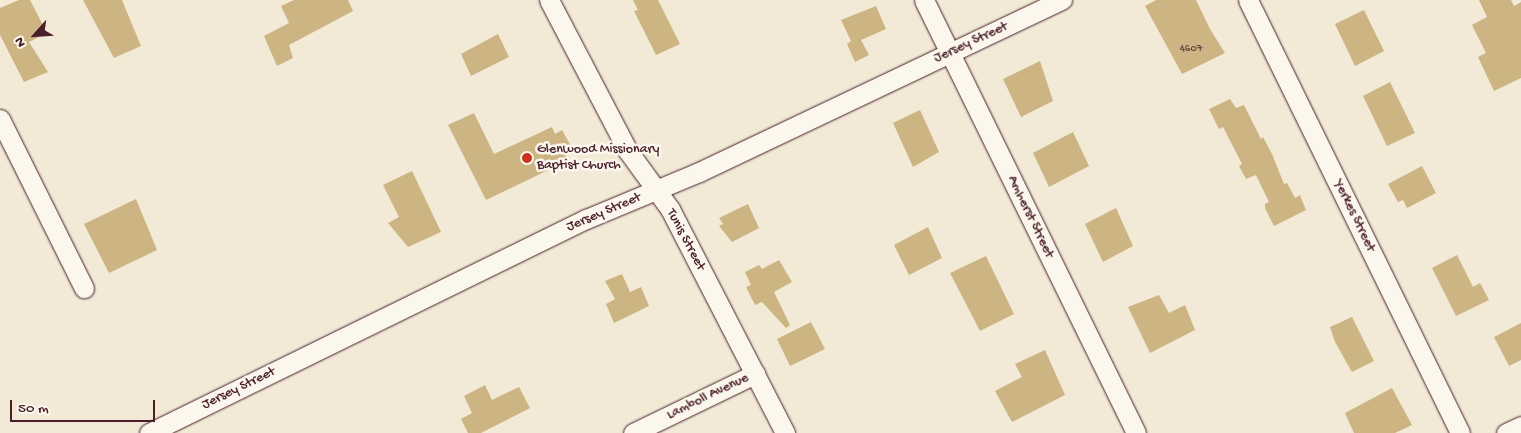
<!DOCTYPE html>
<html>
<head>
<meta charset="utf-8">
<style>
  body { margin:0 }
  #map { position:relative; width:1521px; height:433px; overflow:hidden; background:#f2ead7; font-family:"Gochi Hand",sans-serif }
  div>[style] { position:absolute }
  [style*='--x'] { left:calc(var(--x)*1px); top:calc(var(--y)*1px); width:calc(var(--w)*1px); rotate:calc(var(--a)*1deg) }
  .building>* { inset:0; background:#ccb483 }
  .roads { filter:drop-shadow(0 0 1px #4a1f2b) drop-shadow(0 0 1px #4a1f2b) }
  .minor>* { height:19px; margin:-9.5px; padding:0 9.5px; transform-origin:9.5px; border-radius:9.5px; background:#fbf7ec }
  .dots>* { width:14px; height:14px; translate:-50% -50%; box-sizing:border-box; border:2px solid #fbf7ec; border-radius:50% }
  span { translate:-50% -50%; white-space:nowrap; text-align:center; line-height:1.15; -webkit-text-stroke:5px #fbf7ec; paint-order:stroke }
  .number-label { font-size:11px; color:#6a4441 }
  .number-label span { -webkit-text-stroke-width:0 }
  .street-label { font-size:14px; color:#4a1f2b }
  .poi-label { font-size:14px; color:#4a1f2b }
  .left { translate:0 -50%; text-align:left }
  .north { position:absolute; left:10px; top:10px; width:50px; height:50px; -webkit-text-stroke:4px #fbf7ec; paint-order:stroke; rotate:244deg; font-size:14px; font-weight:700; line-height:20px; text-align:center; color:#4a1f2b }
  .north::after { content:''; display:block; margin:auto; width:18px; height:22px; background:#4a1f2b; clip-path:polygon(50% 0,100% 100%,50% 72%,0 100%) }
  .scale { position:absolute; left:10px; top:400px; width:145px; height:22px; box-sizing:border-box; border:2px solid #4a1f2b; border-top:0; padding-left:6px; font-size:15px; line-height:18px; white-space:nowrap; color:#4a1f2b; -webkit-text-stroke:4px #fbf7ec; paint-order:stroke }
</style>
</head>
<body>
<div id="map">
  <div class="building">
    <div style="clip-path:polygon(19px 0,30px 0,47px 33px,29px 42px,48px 72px,24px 82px,0 35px,0 8px)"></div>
    <div style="clip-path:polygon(83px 0,122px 0,141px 46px,114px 58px)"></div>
    <div style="clip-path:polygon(294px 0,348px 0,353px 11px,289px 45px,293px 58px,277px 66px,264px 36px,289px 23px,281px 6px)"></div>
    <div style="clip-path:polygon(633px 0,658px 0,680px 44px,656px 55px,634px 11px,638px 10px)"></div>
    <div style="clip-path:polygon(1156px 0,1196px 0,1210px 29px,1225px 53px,1182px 74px,1145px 6px)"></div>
    <div style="clip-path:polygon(1479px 0,1511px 0,1514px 6px,1521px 2px,1521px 78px,1494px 91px,1478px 57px,1486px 53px,1472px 25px,1487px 17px)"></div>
    <div style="clip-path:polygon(876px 6px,886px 29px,861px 40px,869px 55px,855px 62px,847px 44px,851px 41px,841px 20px)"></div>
    <div style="clip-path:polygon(1364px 10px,1384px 51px,1355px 66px,1335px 24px)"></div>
    <div style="clip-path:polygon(498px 34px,509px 57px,471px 76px,461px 54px)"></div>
    <div style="clip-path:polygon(1040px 61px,1053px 101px,1021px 117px,1003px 79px)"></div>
    <div style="clip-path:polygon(1390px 82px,1415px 133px,1387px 146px,1363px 96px)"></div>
    <div style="clip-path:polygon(1230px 99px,1236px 108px,1244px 105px,1261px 139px,1263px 137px,1272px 154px,1284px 184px,1287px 183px,1295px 198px,1300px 195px,1306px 210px,1274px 226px,1265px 208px,1265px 204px,1269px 202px,1256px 175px,1246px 179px,1239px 166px,1242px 164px,1223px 127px,1219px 129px,1209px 109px)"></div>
    <div style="clip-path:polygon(920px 110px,939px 152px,913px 167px,893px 123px)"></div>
    <div style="clip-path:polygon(474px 113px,494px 154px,552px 127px,555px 134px,562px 130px,572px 148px,566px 152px,567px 161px,486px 200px,448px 125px)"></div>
    <div style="clip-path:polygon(1073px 132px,1089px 166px,1049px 187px,1033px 153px)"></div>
    <div style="clip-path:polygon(1422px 166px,1436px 193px,1407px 208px,1403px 200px,1398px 202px,1388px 184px)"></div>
    <div style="clip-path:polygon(412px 171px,441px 232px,408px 247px,388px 223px,399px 217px,383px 185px)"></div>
    <div style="clip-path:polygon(136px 199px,157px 250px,109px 273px,84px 224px)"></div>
    <div style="clip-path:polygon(748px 204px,759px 228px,732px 242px,719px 226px,723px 224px,719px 218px)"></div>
    <div style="clip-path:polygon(1116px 208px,1133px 246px,1103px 262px,1085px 224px)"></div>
    <div style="clip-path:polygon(928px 227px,942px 258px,909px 275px,894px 245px)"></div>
    <div style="clip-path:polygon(1457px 255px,1473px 287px,1480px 283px,1489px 300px,1456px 316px,1432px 268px)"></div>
    <div style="clip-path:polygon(986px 256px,1014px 314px,980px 331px,950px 273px)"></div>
    <div style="clip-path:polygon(779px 260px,792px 282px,774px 292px,790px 325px,786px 328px,762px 302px,755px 305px,746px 287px,751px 285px,745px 272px,759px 265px,762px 269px)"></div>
    <div style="clip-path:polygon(622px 274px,630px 292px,641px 287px,649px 306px,614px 323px,606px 304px,615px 299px,605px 281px)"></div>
    <div style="clip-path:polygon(1159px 295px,1169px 313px,1185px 305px,1195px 330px,1150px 353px,1128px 307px)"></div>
    <div style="clip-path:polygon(1352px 317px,1374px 361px,1352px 372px,1335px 342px,1330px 327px)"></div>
    <div style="clip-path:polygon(811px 322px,825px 349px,790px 366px,777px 339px)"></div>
    <div style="clip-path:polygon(1521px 323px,1521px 360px,1509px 366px,1494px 337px)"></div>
    <div style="clip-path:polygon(1045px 350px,1065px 395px,1012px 422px,995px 391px,1022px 377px,1015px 364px)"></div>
    <div style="clip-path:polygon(485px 385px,492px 400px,519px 387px,530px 408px,481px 433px,468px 433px,461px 419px,472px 413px,464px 396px)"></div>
    <div style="clip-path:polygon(1392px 388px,1412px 425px,1395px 433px,1354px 433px,1345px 413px)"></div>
  </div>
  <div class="roads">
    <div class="minor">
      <div style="--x:549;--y:0;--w:170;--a:62.4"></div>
      <div style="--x:628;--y:151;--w:72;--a:54.1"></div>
      <div style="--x:670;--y:209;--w:252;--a:62.8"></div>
      <div style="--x:924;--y:0;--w:482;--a:63.9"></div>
      <div style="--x:1248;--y:0;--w:482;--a:63.9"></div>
      <div style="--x:0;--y:119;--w:189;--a:63.6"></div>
      <div style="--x:149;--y:433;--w:487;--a:-26.1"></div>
      <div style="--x:586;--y:219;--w:122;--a:-22.6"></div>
      <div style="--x:699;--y:172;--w:402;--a:-25.4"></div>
      <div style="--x:633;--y:433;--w:136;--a:-25.8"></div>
      <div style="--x:1506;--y:433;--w:17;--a:-25"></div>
    </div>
  </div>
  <div class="dots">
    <div style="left:527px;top:158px;background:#c8321e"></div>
  </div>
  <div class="number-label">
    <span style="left:1191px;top:49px">4607</span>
  </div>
  <div class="street-label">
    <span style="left:971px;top:43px;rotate:-25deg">Jersey Street</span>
    <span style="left:604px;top:213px;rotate:-23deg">Jersey Street</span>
    <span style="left:1354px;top:216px;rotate:64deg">Yerkes Street</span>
    <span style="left:1030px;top:217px;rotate:64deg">Amherst Street</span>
    <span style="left:685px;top:240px;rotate:62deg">Tunis Street</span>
    <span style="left:239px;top:389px;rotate:-26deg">Jersey Street</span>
    <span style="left:708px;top:397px;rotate:-26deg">Lamboll Avenue</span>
  </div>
  <div class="poi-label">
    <span class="left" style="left:537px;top:158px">Glenwood Missionary<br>Baptist Church</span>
  </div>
  <div class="north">N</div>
  <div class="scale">50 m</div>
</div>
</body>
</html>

What the task requires:
No pictures should appear in the copy, which holds exactly the lines from the first line of the data through the line with "position:absolute; left:10px; top:10px;" and nothing else.

Answer box:
<!DOCTYPE html>
<html>
<head>
<meta charset="utf-8">
<style>
  body { margin:0 }
  #map { position:relative; width:1521px; height:433px; overflow:hidden; background:#f2ead7; font-family:"Gochi Hand",sans-serif }
  div>[style] { position:absolute }
  [style*='--x'] { left:calc(var(--x)*1px); top:calc(var(--y)*1px); width:calc(var(--w)*1px); rotate:calc(var(--a)*1deg) }
  .building>* { inset:0; background:#ccb483 }
  .roads { filter:drop-shadow(0 0 1px #4a1f2b) drop-shadow(0 0 1px #4a1f2b) }
  .minor>* { height:19px; margin:-9.5px; padding:0 9.5px; transform-origin:9.5px; border-radius:9.5px; background:#fbf7ec }
  .dots>* { width:14px; height:14px; translate:-50% -50%; box-sizing:border-box; border:2px solid #fbf7ec; border-radius:50% }
  span { translate:-50% -50%; white-space:nowrap; text-align:center; line-height:1.15; -webkit-text-stroke:5px #fbf7ec; paint-order:stroke }
  .number-label { font-size:11px; color:#6a4441 }
  .number-label span { -webkit-text-stroke-width:0 }
  .street-label { font-size:14px; color:#4a1f2b }
  .poi-label { font-size:14px; color:#4a1f2b }
  .left { translate:0 -50%; text-align:left }
  .north { position:absolute; left:10px; top:10px; width:50px; height:50px; -webkit-text-stroke:4px #fbf7ec; paint-order:stroke; rotate:244deg; font-size:14px; font-weight:700; line-height:20px; text-align:center; color:#4a1f2b }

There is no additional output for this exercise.